## How to complete this task
Below are records. Count every line containing the word "Azpeitia" and give the number alone.

═══ Records

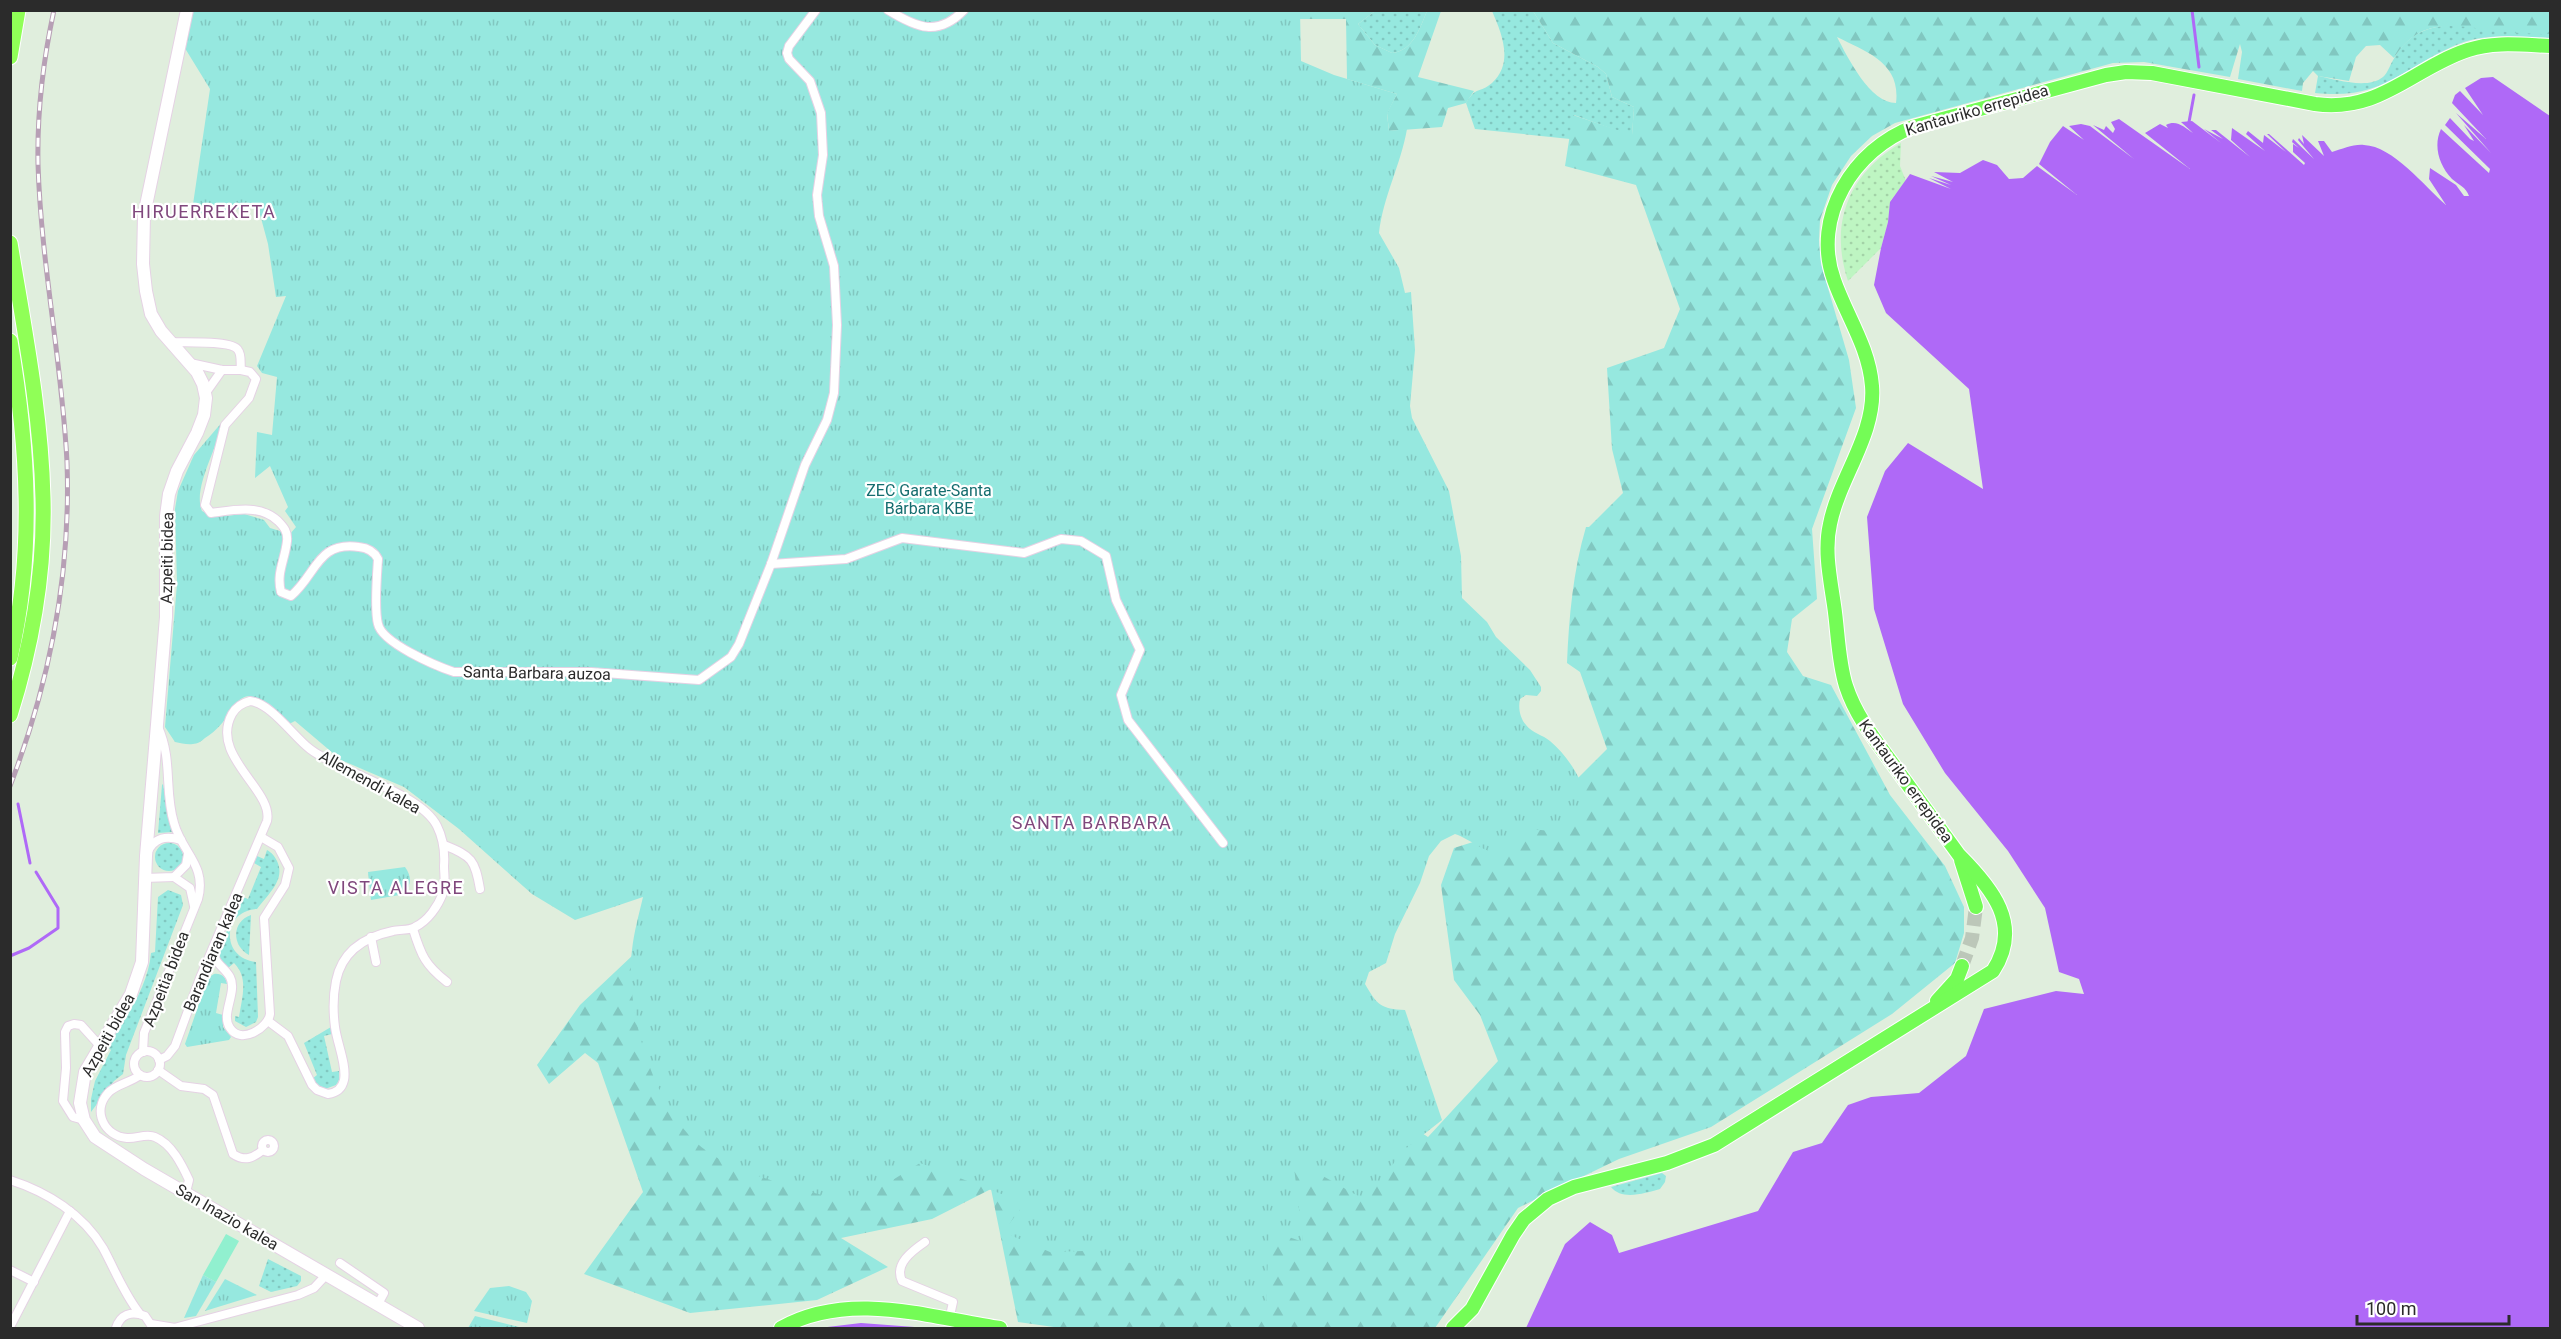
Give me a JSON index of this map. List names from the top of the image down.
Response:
{
  "streets": {
    "highway": ["Kantauriko errepidea"],
    "main road": ["Azpeiti bidea", "San Inazio kalea"],
    "street": [
      "Santa Barbara auzoa",
      "Allemendi kalea",
      "Barandiaran kalea",
      "Azpeitia bidea"
    ]
  },
  "crossings": [
    ["Azpeiti bidea", "Azpeitia bidea"],
    ["Azpeiti bidea", "San Inazio kalea"],
    ["Allemendi kalea", "Barandiaran kalea"],
    ["Barandiaran kalea", "Azpeitia bidea"]
  ],
  "districts": ["HIRUERREKETA", "SANTA BARBARA", "VISTA ALEGRE"],
  "parks": ["ZEC Garate-Santa Bárbara KBE"],
  "scale_bar": "100 m"
}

══════

## Worked solution
3